Yilane creía saber qué era. Un terror absoluto lo anonadaba y pensaba que, frente a lo que Daniel había despertado en aquella sala subterránea de los Antiguos, nada podía hacerse salvo pedir un fin rápido y misericordioso. Para ello se había vuelto de espaldas e inclinado hacia delante mientras miraba por encima del hombro, reproduciendo así el gesto sagrado de los personajes del Duodécimo Capítulo, que, al huir de la ciudad de hielo, se vuelven un instante y contemplan aquello que les persigue.
Para Daniel Kean fue como seguir consciente después de muerto.

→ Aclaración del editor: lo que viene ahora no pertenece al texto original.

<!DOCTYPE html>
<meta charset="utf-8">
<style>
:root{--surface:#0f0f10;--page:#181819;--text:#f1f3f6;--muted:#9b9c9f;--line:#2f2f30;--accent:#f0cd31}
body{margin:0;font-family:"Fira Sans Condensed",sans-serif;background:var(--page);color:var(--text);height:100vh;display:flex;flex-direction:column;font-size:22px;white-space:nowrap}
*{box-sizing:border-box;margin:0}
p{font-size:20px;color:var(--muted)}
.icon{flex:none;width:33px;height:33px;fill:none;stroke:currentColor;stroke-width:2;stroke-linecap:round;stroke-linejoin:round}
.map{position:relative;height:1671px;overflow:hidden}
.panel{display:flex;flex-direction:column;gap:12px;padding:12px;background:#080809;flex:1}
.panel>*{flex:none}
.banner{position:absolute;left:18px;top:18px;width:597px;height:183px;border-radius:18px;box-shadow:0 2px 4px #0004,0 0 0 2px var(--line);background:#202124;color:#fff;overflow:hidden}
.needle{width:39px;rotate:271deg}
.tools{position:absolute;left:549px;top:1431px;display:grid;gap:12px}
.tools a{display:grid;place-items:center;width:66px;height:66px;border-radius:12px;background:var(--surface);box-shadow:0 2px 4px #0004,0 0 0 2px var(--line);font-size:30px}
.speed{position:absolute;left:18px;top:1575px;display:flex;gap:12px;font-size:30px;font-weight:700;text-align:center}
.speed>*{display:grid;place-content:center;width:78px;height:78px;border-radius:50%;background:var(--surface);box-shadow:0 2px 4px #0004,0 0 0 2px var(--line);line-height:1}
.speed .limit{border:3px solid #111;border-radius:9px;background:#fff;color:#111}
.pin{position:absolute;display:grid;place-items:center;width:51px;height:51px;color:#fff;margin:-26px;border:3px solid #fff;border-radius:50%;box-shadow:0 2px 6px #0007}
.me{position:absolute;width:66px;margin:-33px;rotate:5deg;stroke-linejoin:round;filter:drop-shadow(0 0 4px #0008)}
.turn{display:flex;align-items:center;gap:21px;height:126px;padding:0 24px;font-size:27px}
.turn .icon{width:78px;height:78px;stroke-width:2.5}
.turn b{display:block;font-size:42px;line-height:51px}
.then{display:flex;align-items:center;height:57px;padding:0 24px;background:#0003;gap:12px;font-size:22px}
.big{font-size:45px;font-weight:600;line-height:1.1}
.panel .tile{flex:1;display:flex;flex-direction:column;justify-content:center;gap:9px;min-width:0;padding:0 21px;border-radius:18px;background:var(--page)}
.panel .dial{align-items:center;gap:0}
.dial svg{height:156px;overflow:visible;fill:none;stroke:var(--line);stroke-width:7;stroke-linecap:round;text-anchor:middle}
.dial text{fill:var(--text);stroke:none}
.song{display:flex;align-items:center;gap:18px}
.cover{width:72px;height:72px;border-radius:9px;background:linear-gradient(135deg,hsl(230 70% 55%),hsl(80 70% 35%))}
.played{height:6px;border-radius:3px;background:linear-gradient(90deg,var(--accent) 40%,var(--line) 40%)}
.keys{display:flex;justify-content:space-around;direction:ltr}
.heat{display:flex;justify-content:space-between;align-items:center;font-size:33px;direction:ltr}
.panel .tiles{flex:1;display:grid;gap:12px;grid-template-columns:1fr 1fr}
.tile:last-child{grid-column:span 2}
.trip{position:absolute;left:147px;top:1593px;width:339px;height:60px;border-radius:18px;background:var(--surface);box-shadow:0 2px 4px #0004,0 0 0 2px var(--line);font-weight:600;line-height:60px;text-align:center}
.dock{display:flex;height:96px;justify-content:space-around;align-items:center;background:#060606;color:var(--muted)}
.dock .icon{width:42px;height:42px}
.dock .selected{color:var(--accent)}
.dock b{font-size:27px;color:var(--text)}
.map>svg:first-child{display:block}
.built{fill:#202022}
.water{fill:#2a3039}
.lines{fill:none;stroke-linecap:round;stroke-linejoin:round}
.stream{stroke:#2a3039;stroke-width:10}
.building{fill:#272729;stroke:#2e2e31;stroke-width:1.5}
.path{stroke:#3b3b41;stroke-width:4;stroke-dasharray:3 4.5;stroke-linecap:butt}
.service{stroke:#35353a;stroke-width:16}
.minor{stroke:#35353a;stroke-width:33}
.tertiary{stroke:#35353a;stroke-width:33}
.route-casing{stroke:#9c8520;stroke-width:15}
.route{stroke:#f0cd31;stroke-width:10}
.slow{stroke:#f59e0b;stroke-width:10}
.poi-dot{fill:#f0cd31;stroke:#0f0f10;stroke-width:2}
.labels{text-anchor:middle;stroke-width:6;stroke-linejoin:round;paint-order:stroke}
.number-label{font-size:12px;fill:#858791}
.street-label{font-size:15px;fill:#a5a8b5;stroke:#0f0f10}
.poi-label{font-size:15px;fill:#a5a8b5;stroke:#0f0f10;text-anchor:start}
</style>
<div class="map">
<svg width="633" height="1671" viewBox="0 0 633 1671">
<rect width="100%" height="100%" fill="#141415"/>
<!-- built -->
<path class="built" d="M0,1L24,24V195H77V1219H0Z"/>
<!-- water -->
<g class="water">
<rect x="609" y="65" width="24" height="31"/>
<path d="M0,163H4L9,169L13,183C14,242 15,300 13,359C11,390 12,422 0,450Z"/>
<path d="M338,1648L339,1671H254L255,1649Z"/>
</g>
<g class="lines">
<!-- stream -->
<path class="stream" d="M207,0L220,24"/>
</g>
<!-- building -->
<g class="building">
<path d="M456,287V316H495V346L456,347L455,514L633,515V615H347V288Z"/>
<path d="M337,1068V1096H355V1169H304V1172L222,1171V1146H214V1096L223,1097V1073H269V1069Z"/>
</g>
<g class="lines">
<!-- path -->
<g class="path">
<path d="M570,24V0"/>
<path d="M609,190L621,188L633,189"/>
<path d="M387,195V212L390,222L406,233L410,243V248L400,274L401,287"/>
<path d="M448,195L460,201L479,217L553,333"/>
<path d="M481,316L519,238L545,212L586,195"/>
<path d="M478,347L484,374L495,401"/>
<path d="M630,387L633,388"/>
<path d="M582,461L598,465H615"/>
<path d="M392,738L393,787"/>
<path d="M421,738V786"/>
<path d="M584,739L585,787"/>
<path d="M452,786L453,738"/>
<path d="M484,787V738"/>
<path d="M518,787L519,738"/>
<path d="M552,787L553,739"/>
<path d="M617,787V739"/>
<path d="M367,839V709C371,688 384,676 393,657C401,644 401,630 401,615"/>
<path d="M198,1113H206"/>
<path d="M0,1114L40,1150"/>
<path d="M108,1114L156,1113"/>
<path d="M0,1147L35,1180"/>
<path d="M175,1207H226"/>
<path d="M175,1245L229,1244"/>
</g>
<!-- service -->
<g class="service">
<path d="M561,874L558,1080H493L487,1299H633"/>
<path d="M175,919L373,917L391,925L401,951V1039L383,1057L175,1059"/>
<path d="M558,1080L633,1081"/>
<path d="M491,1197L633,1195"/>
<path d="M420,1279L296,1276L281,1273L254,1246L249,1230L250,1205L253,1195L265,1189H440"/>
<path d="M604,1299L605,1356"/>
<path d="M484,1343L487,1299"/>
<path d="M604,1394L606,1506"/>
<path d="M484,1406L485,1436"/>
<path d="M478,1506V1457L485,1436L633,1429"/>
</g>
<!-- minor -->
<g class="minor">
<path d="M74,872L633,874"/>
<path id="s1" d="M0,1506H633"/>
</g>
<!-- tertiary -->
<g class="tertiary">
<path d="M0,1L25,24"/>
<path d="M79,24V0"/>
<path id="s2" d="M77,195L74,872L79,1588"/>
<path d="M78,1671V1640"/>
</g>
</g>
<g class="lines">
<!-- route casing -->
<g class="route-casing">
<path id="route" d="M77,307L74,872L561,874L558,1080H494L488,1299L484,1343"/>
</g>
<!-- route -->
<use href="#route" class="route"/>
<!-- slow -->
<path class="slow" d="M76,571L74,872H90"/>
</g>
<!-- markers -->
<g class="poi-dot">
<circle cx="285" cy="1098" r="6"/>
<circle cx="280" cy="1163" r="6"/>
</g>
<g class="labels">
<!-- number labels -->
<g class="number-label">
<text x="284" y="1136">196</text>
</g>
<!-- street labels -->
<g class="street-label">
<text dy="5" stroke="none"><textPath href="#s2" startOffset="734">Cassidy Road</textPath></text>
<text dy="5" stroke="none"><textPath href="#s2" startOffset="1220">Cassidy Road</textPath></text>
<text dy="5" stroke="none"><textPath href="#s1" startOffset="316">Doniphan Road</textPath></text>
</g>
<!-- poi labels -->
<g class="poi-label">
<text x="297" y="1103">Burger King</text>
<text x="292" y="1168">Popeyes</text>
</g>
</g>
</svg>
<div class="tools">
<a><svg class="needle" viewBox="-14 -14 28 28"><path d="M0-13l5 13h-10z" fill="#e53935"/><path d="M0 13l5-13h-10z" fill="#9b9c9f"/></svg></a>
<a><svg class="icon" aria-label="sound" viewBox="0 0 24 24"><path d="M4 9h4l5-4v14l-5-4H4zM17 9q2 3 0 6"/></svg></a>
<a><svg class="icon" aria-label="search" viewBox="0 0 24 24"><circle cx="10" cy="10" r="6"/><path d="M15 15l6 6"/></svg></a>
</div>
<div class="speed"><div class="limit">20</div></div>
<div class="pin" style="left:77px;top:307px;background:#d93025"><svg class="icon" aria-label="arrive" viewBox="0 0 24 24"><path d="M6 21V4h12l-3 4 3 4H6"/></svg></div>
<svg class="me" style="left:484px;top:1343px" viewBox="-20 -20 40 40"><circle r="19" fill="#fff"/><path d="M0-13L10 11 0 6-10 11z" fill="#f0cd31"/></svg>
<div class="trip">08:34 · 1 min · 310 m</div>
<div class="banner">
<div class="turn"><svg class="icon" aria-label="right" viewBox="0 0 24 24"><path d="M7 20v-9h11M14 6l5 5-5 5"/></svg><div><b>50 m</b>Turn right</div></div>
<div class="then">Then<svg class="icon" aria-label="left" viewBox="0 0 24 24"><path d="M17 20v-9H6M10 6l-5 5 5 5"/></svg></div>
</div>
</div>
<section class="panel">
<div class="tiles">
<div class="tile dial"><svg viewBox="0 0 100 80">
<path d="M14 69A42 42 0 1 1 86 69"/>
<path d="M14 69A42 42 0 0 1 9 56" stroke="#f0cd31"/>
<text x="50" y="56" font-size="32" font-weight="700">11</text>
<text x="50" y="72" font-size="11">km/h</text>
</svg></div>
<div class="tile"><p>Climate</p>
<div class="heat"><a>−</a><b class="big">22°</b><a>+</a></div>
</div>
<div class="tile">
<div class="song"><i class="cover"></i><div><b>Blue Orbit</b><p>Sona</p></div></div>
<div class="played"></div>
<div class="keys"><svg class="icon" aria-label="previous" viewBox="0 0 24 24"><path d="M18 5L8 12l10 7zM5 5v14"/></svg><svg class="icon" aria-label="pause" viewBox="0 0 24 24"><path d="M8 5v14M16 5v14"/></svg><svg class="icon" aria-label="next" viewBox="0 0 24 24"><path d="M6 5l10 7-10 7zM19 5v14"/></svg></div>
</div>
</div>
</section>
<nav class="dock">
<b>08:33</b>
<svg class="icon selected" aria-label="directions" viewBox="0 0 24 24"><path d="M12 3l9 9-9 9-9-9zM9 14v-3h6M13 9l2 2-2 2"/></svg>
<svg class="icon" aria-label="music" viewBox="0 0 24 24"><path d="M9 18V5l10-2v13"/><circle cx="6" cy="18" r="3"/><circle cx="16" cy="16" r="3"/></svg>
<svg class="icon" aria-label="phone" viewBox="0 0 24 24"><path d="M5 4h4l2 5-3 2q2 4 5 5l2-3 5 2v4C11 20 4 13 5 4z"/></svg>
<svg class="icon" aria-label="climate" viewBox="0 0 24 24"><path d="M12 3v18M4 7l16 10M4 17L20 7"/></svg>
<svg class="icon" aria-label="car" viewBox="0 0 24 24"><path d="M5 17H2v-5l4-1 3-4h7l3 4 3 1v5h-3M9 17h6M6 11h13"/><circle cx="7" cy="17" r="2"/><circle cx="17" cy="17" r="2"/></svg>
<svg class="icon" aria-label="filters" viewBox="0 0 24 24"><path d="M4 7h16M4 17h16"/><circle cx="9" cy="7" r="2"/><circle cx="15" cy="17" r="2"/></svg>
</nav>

De forma atávica, sin saber si era correcto o no, había hecho igual que Yilane y girado con la cabeza inclinada, como si deseara hundirla en el cuerpo. Permaneció abrazado a sí mismo mientras a su alrededor la tierra retumbaba y se estremecía con aquella fuerza que buscaba su sitio en el nuevo espacio al que ascendía.
El nacimiento de la bestia cesó de repente con otro violento seísmo. En el aire quedaron rizos de humo, olor a herrumbre y ligeros chisporroteos. El agua hervía de espuma. Daniel y Yilane no modificaron su postura durante ese intervalo, cada uno abandonado a su propia angustia.